[Stored items]
'''
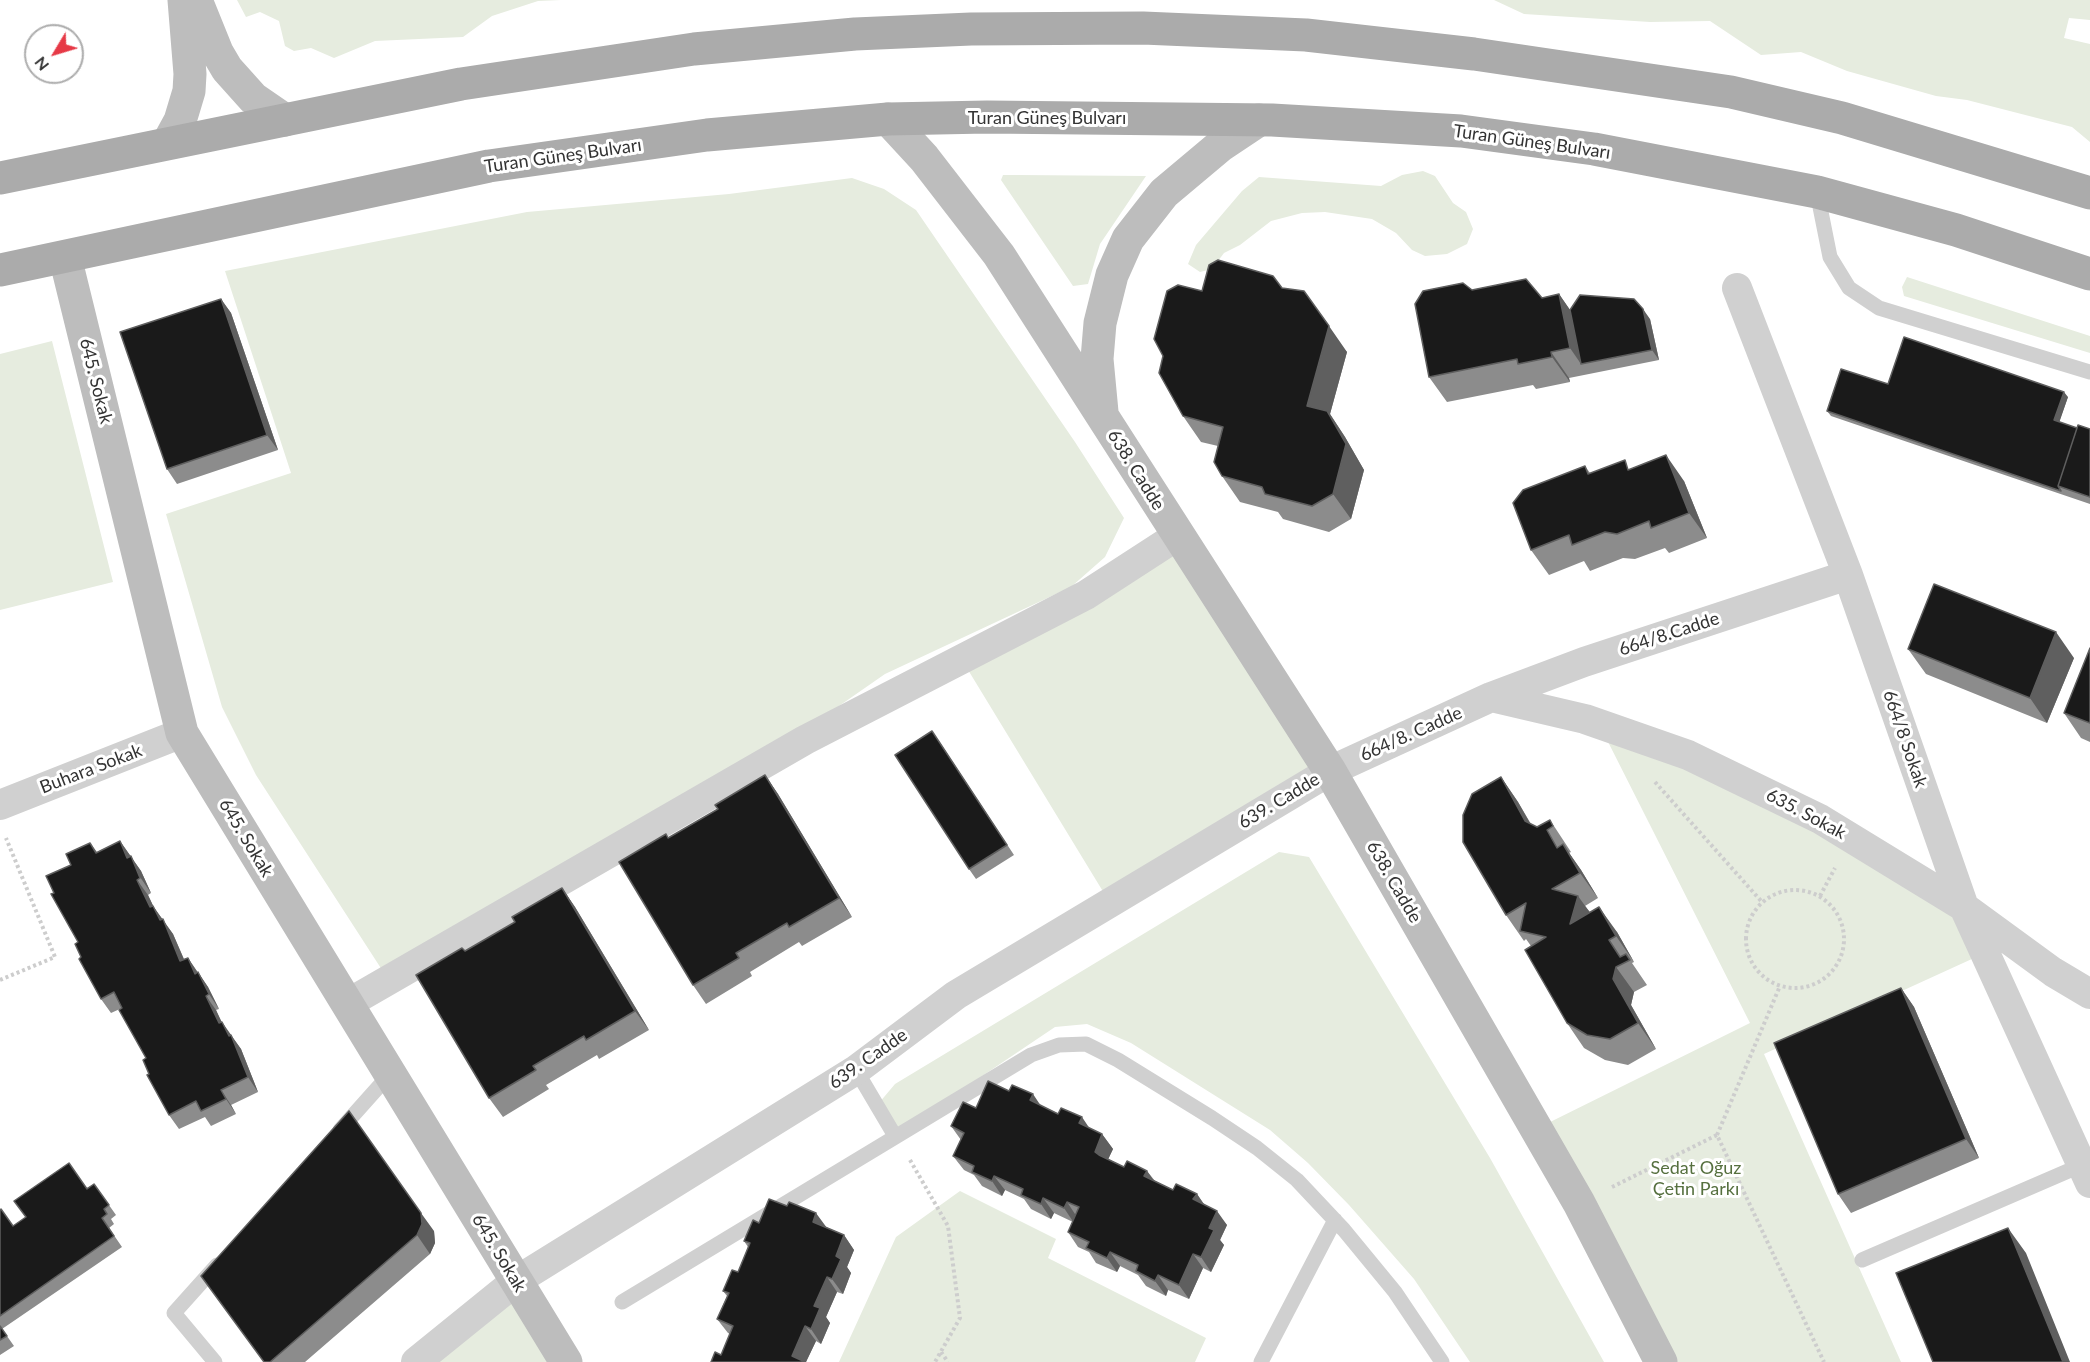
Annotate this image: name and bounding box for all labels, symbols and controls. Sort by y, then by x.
north arrow [24,24,84,84]
text: N [30,53,52,75]
street label: Turan Güneş Bulvarı [968,107,1126,129]
street label: Turan Güneş Bulvarı [1452,120,1612,164]
street label: Turan Güneş Bulvarı [483,134,643,178]
street label: 645. Sokak [75,336,117,426]
street label: 638. Cadde [1103,426,1169,514]
street label: 664/8.Cadde [1616,608,1722,660]
street label: 664/8 Sokak [1878,687,1932,791]
street label: 664/8. Cadde [1357,702,1465,766]
street label: Buhara Sokak [37,740,145,798]
street label: 639. Cadde [1235,768,1323,834]
street label: 635. Sokak [1762,784,1850,844]
street label: 645. Sokak [214,795,278,881]
street label: 638. Cadde [1362,837,1426,927]
street label: 639. Cadde [825,1024,911,1094]
park label: Sedat Oğuz Çetin Parkı [1651,1157,1741,1200]
street label: 645. Sokak [467,1210,531,1296]

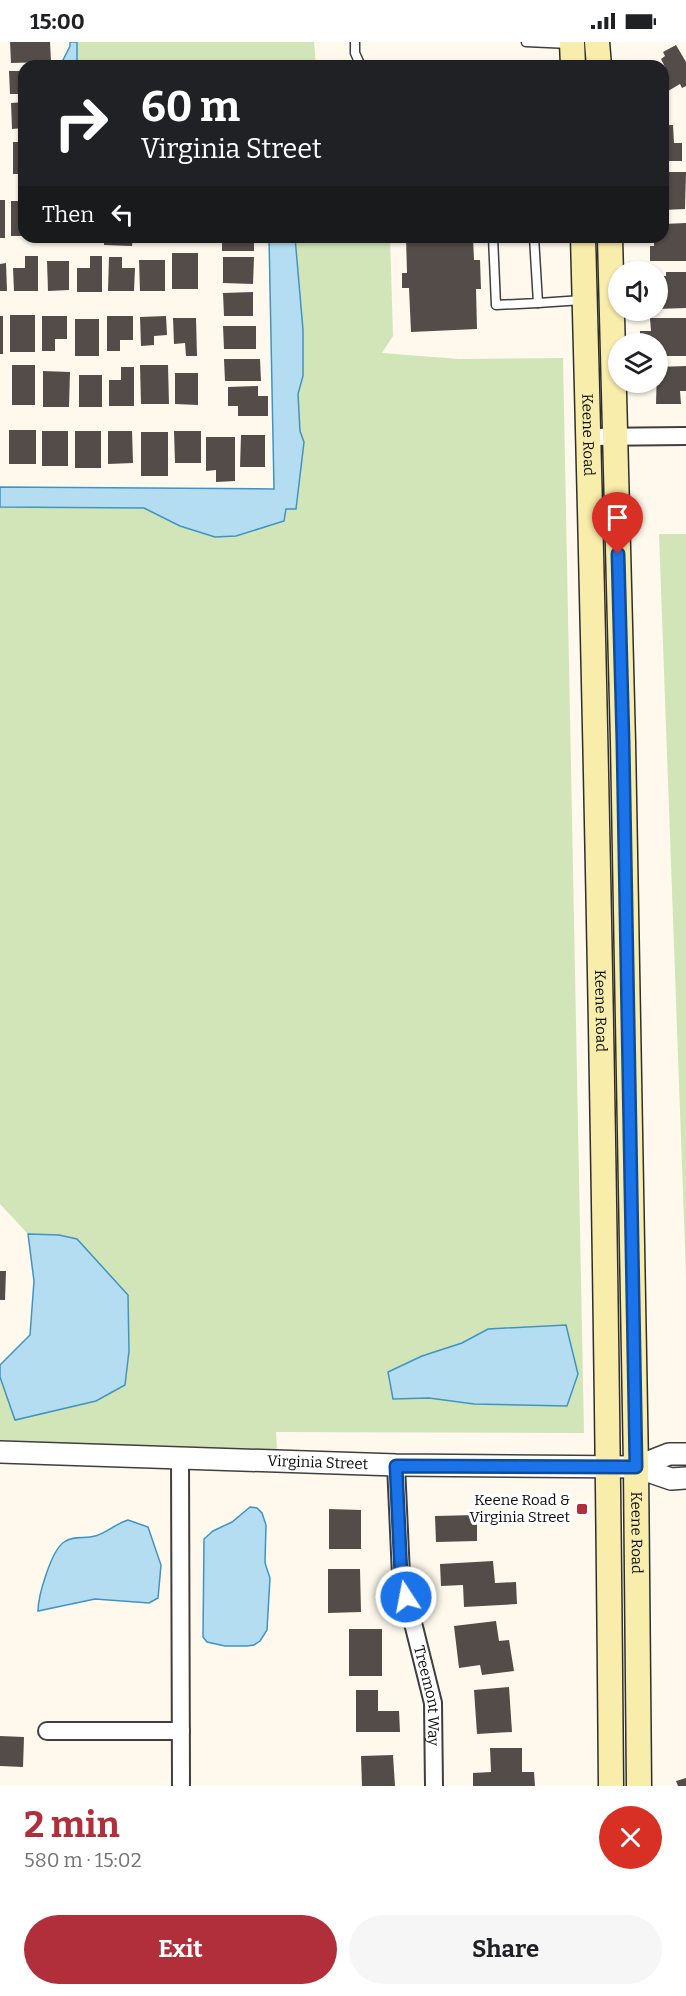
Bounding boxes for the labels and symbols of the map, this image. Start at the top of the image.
street label: Keene Road [578,393,598,476]
pin [592,492,643,554]
street label: Keene Road [591,969,610,1052]
street label: Virginia Street [267,1452,369,1473]
place label: Keene Road & Virginia Street [470,1491,571,1526]
street label: Keene Road [627,1491,646,1574]
marker: Keene Road & Virginia Street [575,1502,589,1516]
position arrow [374,1565,438,1629]
street label: Treemont Way [410,1644,443,1746]

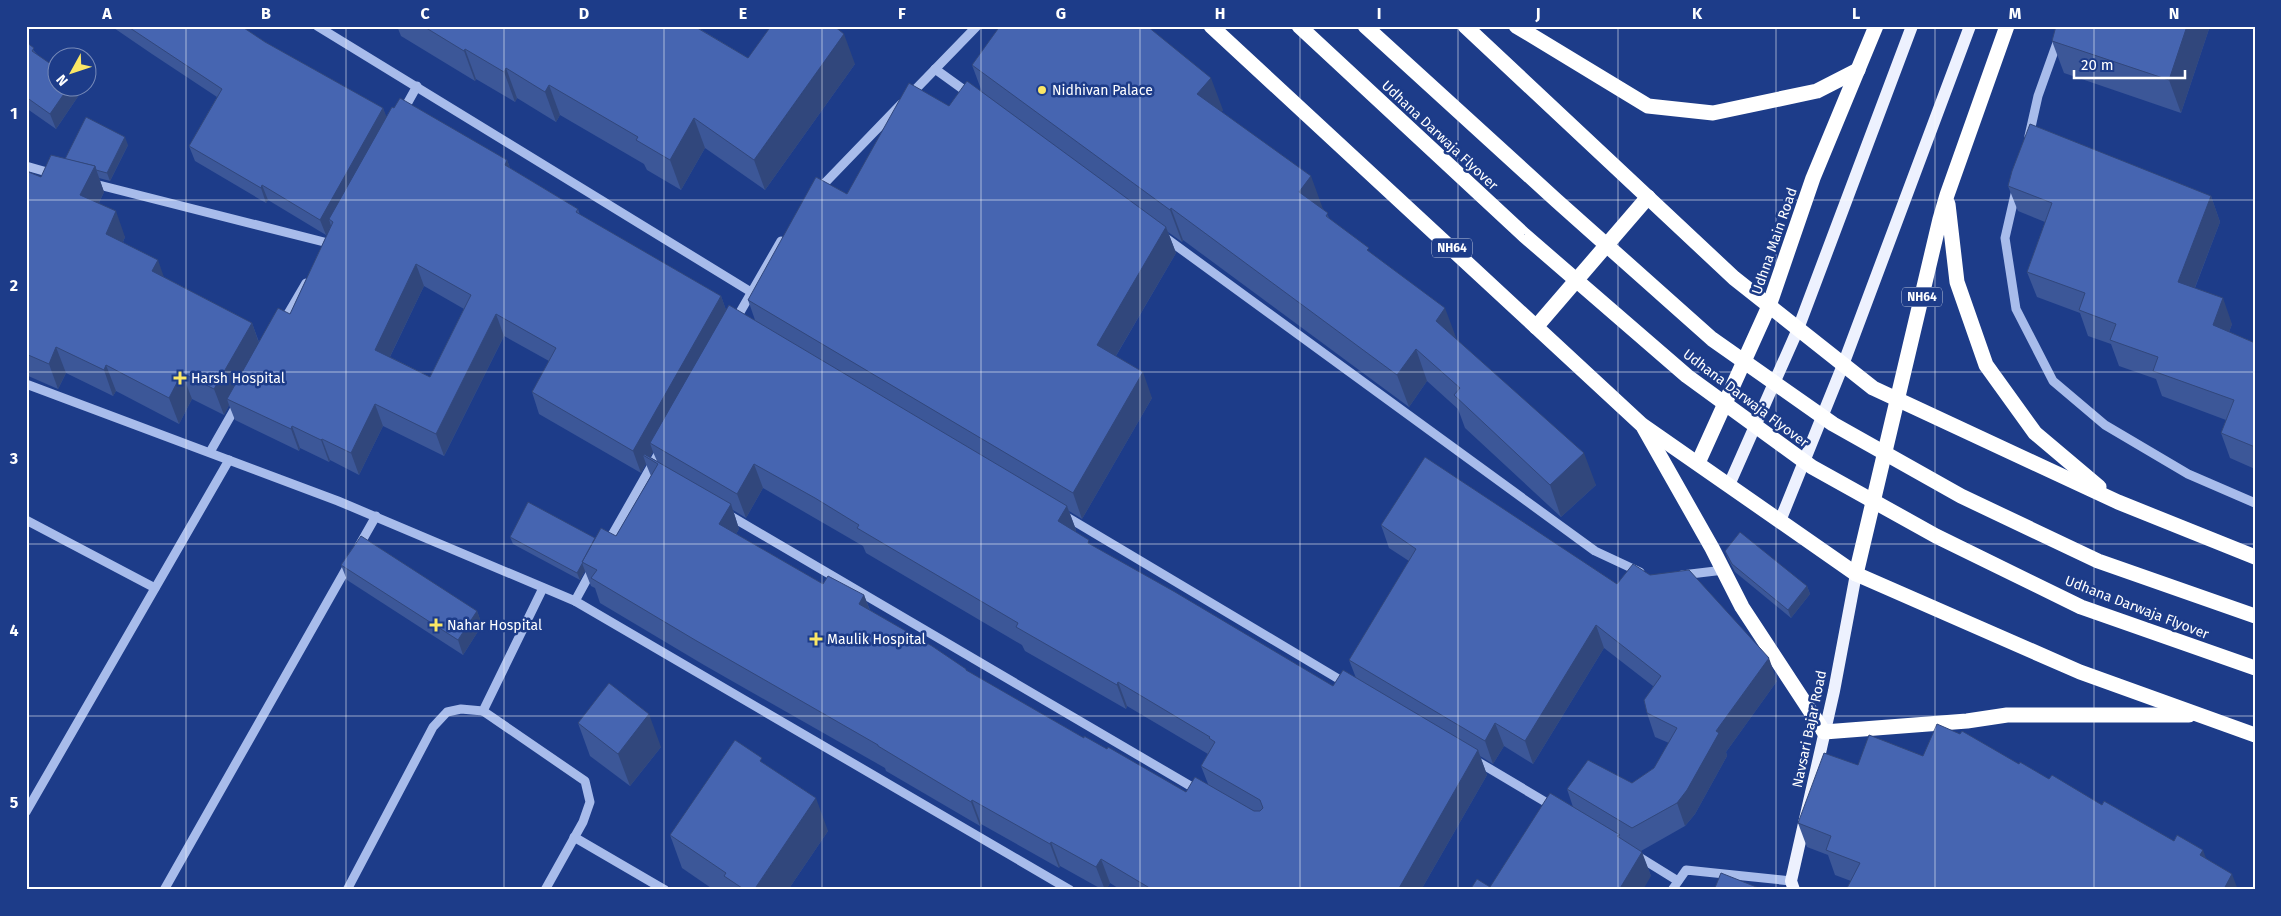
'''
◆ What you need to do ◆
Repeat the entries exactly, pictures left out.

◆ Answer to this exercise ◆
Annotate this image: name and bounding box for all labels, symbols and controls. Sort by y, then by x.
north arrow [24,24,84,84]
text: N [30,53,52,75]
street label: Turan Güneş Bulvarı [968,107,1126,129]
street label: Turan Güneş Bulvarı [1452,120,1612,164]
street label: Turan Güneş Bulvarı [483,134,643,178]
street label: 645. Sokak [75,336,117,426]
street label: 638. Cadde [1103,426,1169,514]
street label: 664/8.Cadde [1616,608,1722,660]
street label: 664/8 Sokak [1878,687,1932,791]
street label: 664/8. Cadde [1357,702,1465,766]
street label: Buhara Sokak [37,740,145,798]
street label: 639. Cadde [1235,768,1323,834]
street label: 635. Sokak [1762,784,1850,844]
street label: 645. Sokak [214,795,278,881]
street label: 638. Cadde [1362,837,1426,927]
street label: 639. Cadde [825,1024,911,1094]
park label: Sedat Oğuz Çetin Parkı [1651,1157,1741,1200]
street label: 645. Sokak [467,1210,531,1296]

Bounding boxes for the labels and symbols of the map, this image. Start at the top of the image.
street label: Keene Road [578,393,598,476]
pin [592,492,643,554]
street label: Keene Road [591,969,610,1052]
street label: Virginia Street [267,1452,369,1473]
place label: Keene Road & Virginia Street [470,1491,571,1526]
street label: Keene Road [627,1491,646,1574]
marker: Keene Road & Virginia Street [575,1502,589,1516]
position arrow [374,1565,438,1629]
street label: Treemont Way [410,1644,443,1746]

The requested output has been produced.